Demi Miller, a member of Progressive Democrats of America (PDA) from St. Paul, Minn., said, “Our soldiers in Iraq are being sucked into massacres just as they were in Vietnam. Look at Fallujah. They declared the whole city a free-fire zone.” The lobby effort brought home to him the need to end right-wing, pro-war Republican control of the House and Senate in the Nov. 7 election so McGovern’s bill can see the light of day.

“The election this year could make a difference,” he told the World. “We have three seats in Minnesota now held by Republicans that the Democratic Farmer Labor Party could pick up, the 1st CD, 2nd CD, and 6th CD. We have very good candidates running for those seats and we’ve built very good coalitions to support them. We can win this.”

He cited the race by former FBI agent Colleen Rowley against Republican John Kline in Minnesota’s 6th CD. Rowley is the whistleblower who warned FBI headquarters repeatedly that mysterious men were enrolled in pilot schools learning to fly, but not land, airliners. After the 9/11 attack, she blasted them for ignoring warnings like hers.

“She was a Republican but she is running as a Democrat,” Miller said of Rowley. “She has come out against the war and went down to Crawford, Texas, to join Cindy Sheehan.

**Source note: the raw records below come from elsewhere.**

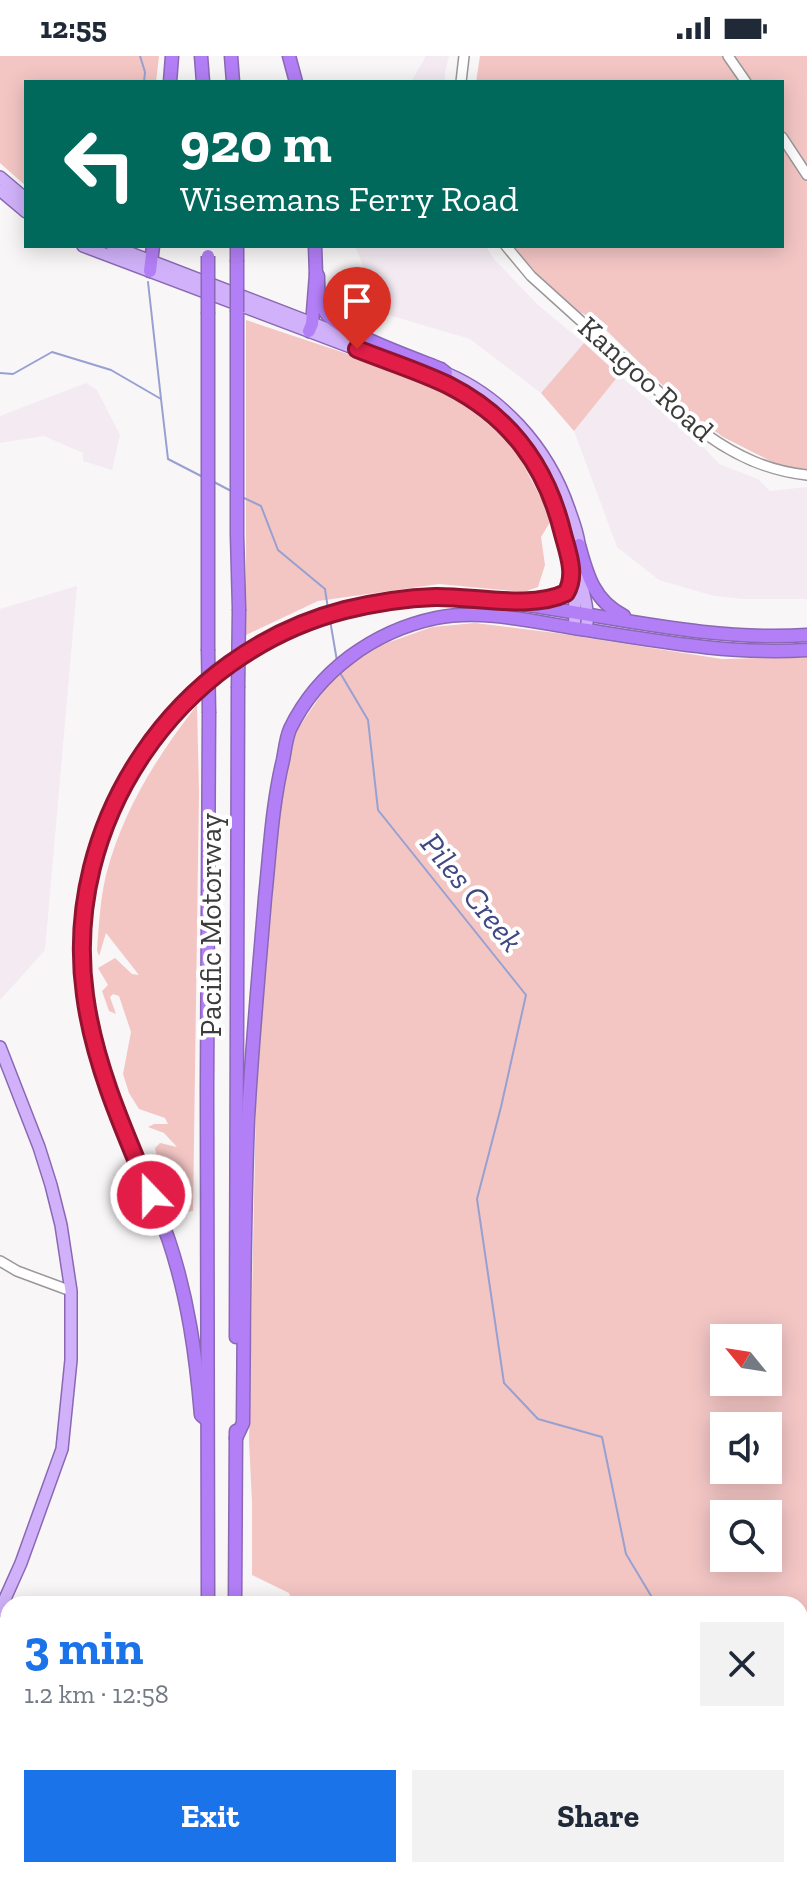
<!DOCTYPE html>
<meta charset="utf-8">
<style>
:root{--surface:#fff;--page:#f2f2f3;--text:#1f2937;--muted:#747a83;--accent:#1a73e8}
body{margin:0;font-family:"Zilla Slab",serif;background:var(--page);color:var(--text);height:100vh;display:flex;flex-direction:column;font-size:30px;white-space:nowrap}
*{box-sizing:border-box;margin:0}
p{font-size:26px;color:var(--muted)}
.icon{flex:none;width:44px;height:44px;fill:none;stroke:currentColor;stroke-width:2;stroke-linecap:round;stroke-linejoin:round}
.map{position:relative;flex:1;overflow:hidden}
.sheet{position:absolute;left:0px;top:1540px;width:808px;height:282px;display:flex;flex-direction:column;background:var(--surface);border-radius:24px 24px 0 0;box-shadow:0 4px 20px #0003}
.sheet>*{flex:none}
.guide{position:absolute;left:24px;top:24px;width:760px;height:168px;border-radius:0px;box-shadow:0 4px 20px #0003;background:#00695c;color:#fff;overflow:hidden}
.needle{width:52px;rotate:300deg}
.controls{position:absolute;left:710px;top:1268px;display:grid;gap:16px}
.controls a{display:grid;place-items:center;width:72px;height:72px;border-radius:0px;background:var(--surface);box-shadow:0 4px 20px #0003;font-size:40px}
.pin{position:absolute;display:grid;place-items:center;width:68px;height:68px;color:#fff;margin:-82px -34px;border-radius:50% 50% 50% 0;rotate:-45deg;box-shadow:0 0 8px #0007}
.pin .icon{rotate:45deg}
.me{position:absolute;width:88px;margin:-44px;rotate:338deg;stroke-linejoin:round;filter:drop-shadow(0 0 6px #0008)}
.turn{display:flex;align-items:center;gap:28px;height:168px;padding:0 24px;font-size:36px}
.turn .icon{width:104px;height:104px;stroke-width:2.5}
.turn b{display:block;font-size:56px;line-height:68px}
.round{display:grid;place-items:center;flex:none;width:84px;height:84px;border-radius:0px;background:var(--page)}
.overview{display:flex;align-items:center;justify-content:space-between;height:136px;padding:0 24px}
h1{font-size:48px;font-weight:800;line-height:60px;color:var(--accent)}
.button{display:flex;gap:16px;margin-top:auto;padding:16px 24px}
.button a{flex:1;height:92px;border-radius:0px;background:var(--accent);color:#fff;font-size:32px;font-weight:800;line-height:92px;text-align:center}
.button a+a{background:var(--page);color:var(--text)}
.status{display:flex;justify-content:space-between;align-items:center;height:56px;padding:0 40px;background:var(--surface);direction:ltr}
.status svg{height:22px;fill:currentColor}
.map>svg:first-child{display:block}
.built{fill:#f3eaf2}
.green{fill:#f3c6c4;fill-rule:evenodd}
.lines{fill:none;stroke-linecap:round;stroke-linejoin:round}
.stream{stroke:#97a0d1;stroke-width:2}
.minor-casing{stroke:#9a979a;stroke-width:12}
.major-casing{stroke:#8a68b5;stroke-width:14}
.highway-casing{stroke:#8a68b5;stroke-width:15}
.minor{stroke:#fff;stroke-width:9}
.major{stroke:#d1b2fa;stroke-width:11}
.highway{stroke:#b37ff6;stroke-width:12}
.highway-bridge-casing{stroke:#8a68b5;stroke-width:15;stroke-linecap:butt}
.highway-bridge{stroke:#b37ff6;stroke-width:12}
.route-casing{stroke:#92132f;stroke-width:20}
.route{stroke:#e11d48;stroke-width:14}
.labels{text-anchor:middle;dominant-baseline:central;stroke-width:8;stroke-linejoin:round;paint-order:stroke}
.street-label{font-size:30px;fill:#3d3c3d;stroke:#fff}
.water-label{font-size:32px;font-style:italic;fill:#404784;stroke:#fff}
</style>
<div class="status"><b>12:55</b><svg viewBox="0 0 49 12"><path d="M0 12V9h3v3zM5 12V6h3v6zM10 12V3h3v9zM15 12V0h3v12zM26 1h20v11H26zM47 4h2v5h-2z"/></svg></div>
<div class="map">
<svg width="807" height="1821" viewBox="0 0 807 1821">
<rect width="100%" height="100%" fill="#f9f6f8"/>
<g class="built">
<path d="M 426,0 L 449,0 L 445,16 L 445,26 L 411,26 Z"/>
<path d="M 355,190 L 486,190 L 493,202 L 538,249 L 584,287 L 541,337 L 470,283 L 382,257 Z"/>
<path d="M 619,319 L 698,385 L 719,408 L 758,423 L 770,435 L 807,431 L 807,543 L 742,543 L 714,540 L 659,524 L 617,491 L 574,375 Z"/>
<path d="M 86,327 L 97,334 L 120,379 L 112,414 L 83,405 L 83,397 L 44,380 L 0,387 L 0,360 Z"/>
<path d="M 77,530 L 45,894 L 0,944 L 0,553 Z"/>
</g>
<g class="green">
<path d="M 0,0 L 159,0 L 156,26 L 26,26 L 26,130 L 0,107 Z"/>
<path d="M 480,0 L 807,0 L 807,413 L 778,409 L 723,381 L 694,360 L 606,274 L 608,270 C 596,261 585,261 573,252 C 551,235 531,212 514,190 L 782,190 L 782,26 L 476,26 Z"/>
<path d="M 246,264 L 393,313 L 463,347 L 513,389 L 552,463 L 541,481 L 545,509 L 538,531 L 524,536 L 439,528 L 318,545 L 246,579 Z"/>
<path d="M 584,287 L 619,319 L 574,375 L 541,337 Z"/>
<path d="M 475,567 L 556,577 L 722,603 L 807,601 L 807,1821 L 655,1821 L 648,1814 L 800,1814 L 800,1548 L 293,1548 L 289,1537 L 252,1519 L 252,1446 L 249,1385 L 257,999 L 280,739 L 295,677 L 327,630 L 367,594 L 432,571 ZM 724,1282 L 768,1282 L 768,1326 L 724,1326 ZM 724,1370 L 768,1370 L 768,1414 L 724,1414 ZM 724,1458 L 768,1458 L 768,1502 L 724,1502 Z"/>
<path d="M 197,649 L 199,736 L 193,1155 L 171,1158 L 155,1092 L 160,1087 L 177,1091 L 164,1077 L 148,1071 L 154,1068 L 168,1068 L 165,1062 L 139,1053 L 129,1037 L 123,1018 L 131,976 L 119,940 L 113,938 L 110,941 L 116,958 L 109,955 L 102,935 L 108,929 L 98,912 L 115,902 L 132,918 L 139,919 L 106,877 L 99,900 L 97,894 C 99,869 100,844 106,819 C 123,754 156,702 197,649 Z"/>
<path d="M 253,1814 L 534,1814 L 538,1821 L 254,1821 Z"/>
</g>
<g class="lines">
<g class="stream">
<path d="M 140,0 L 145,16 L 144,26"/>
<path d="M 148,226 L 161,343"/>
<path d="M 0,317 L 13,318 L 52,296 L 111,314 L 161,343 L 168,403 L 201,420"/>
<path d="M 214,426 L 233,436"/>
<path d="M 242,441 L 261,450 L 278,494 L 325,533 L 328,553"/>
<path d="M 330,564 L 337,605"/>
<path d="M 339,615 L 368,664 L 378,754 L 526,939 L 501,1051 L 477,1143 L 504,1327 L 538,1363 L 602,1381 L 626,1498 L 656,1548"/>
<path d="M 800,1716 L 807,1743"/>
<path d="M 0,1797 L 8,1802"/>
<path d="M 26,1814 L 36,1821"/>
<path d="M 282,1814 L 293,1821"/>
<path d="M 103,1815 L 111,1814"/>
</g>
<defs>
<g id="minor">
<path d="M 728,0 L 746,26"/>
<path d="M 461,26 L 464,0"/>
<path d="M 782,81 L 807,119"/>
<path d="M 506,190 L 531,220 L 707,379 C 738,401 769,415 807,419"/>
<path d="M 0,1205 L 17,1215 L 71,1235"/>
<path d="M 0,1635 L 8,1639"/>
<path d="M 91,1814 L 99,1821"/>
<path d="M 610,1814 L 617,1821"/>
</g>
<g id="major">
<path d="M 0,121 L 26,143"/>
<path d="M 0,134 L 26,156"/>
<path d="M 83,190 L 430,321 C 513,358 550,410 568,498 C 572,523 577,547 574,572"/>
<path d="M 112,190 L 369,289"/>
<path d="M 438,314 C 500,337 548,391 569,453 C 573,464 578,477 579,488 C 580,494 577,501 578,507 C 579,528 589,546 587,567"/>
<path d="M 0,991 L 39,1091 L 51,1129 L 61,1169 L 71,1235 L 71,1304 L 62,1393 L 21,1507 L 0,1554"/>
</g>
<g id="highway">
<path d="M 201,0 L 203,26"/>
<path d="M 231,0 L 233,26"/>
<path d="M 289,0 L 296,26"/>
<path d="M 170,26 L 172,0"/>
<path d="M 237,190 L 237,204"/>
<path d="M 150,215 L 153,190"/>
<path d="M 316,218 L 318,220 C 318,233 318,246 326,257 C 339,276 416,303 441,313 L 446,317"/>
<path d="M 237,256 L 237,479 L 239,553"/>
<path d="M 208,258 L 208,593"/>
<path d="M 309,275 L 312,268 L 316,218 L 315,190"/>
<path d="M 579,489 C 587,519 594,545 624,560"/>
<path d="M 527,544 L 563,539 L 568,534 L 573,524"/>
<path d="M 236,1281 L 238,632"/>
<path d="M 207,1364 L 201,1359 C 196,1299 188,1242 169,1185 C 162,1165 153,1145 145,1126 C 135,1100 125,1073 115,1046 C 109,1031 102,1016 97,1000 C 62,877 91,744 180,651 C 249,580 335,545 434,541 C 471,540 510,546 547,552 C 632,565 720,585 807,579"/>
<path d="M 236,1382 L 243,1367 C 244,1265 244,1164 248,1063 C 252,989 259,915 265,842 C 270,795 272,749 283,704 C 285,694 286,682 290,673 C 318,615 374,575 436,562 C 481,553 530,565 574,572 C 652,584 728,599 807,594"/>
<path d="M 208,1548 L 207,1032 L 209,657"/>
<path d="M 235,1548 L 236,1375"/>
<path d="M 212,1814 L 213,1821"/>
<path d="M 241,1814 L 241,1821"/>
</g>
</defs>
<use href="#minor" class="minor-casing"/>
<use href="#major" class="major-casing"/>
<use href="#highway" class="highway-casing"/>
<use href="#minor" class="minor"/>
<use href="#major" class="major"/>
<use href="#highway" class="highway"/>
<defs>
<g id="highway-bridge">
<path d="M 208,200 L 208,258"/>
<path d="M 237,204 L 237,256"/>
<path d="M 208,593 L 209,657"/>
<path d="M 238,632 L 239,553"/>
</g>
</defs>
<use href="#highway-bridge" class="highway-bridge-casing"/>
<use href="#highway-bridge" class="highway-bridge"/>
</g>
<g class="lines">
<defs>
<path id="route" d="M 151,1139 C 124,1075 94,1008 85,939 C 61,766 177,597 345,554 C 374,547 405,542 435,541 C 472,540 532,554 566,537 C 577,519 568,497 563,478 C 547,411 511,361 448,329 C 419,315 387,305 357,293"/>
</defs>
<use href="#route" class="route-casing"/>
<use href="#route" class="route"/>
</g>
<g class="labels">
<g class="street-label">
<text transform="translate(646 323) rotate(42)">Kangoo Road</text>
<text transform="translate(211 869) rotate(-90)">Pacific Motorway</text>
</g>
<g class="water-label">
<text transform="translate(472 836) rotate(51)">Piles Creek</text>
</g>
</g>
</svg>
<div class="controls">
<a><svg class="needle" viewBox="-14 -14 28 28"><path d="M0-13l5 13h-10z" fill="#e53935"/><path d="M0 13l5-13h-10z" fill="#747a83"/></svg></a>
<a><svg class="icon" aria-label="sound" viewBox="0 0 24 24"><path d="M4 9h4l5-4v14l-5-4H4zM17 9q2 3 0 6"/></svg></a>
<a><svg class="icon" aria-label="search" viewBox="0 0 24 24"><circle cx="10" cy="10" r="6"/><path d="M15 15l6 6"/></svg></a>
</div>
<div class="pin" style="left:357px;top:293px;background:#d93025"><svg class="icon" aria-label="arrive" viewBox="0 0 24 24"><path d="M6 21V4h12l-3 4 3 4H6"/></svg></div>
<svg class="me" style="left:151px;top:1139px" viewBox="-20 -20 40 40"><circle r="17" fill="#e11d48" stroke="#fff" stroke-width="3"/><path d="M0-11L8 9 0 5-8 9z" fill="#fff"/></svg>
<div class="guide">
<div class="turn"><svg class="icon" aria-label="left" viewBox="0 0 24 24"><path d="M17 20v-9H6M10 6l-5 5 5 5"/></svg><div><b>920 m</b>Wisemans Ferry Road</div></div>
</div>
<section class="sheet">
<div class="overview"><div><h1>3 min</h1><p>1.2 km · 12:58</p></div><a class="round"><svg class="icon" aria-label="close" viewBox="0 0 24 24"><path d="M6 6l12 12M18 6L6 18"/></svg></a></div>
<div class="button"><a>Exit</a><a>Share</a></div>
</section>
</div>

She has a good chance. We need to help these candidates get elected to show them where their real base is.”

Abby Fox, a college student from Cleveland, was one of several Ohioans who had just visited Rep. Sherrod Brown (D-Ohio). “I think it’s important to thank him and urge him to keep on working to bring the troops home,” Fox told the World. “He is definitely a better choice for the U.S. Senate than [the GOP’s Mike] DeWine. I’m optimistic that people are going to make the right decision next November when they get into the voting booth.”

UFPJ National Co-Chair Leslie Cagan told the crowd during a training session at the University of the District of Columbia, May 21, “Go up on Capitol Hill and let them know what you think about this war. Return home and work at the grassroots level to mobilize more opposition to the war” leading up to the 2006 elections.

She urged the crowd to “make connections” to other burning issues, such as immigrant rights, but starting with the danger that Bush will attack Iran. “We cannot let that happen,” she said. “All our member groups focus their work in a lot of different ways … public protests, the rallies, the vigils, all the ways that people are out there to advance our work. We need to do it all in ways that complement each other.”